• **TASK DETAILS**
Without the pictures, copy all of the data exactly.

• **DATASET CONTENT**
============

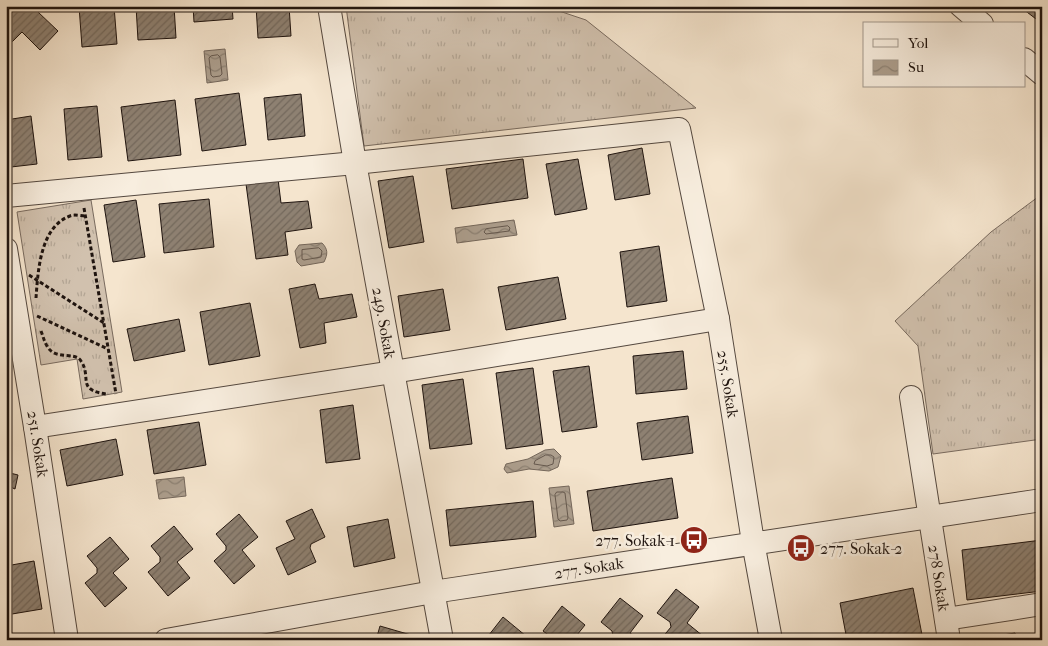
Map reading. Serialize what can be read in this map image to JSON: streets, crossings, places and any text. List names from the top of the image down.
{
  "streets": {
    "street": [
      "249. Sokak",
      "255. Sokak",
      "251. Sokak",
      "277. Sokak",
      "278 Sokak"
    ]
  },
  "crossings": [
    ["249. Sokak", "255. Sokak"],
    ["249. Sokak", "277. Sokak"],
    ["255. Sokak", "277. Sokak"],
    ["277. Sokak", "278 Sokak"]
  ],
  "places": {
    "bus stop": ["277. Sokak-1", "277. Sokak-2"]
  },
  "legend": ["Yol", "Su"]
}
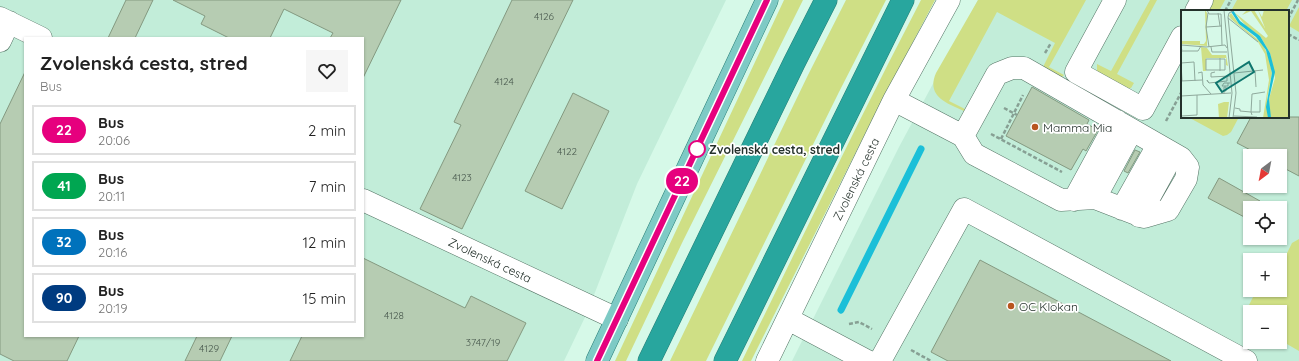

============

• **ANSWER TO THIS TASK**
Map reading. Serialize what can be read in this map image to JSON: streets, crossings, places and any text. List names from the top of the image down.
{
  "streets": {
    "street": [
      "249. Sokak",
      "255. Sokak",
      "251. Sokak",
      "277. Sokak",
      "278 Sokak"
    ]
  },
  "crossings": [
    ["249. Sokak", "255. Sokak"],
    ["249. Sokak", "277. Sokak"],
    ["255. Sokak", "277. Sokak"],
    ["277. Sokak", "278 Sokak"]
  ],
  "places": {
    "bus stop": ["277. Sokak-1", "277. Sokak-2"]
  },
  "legend": ["Yol", "Su"]
}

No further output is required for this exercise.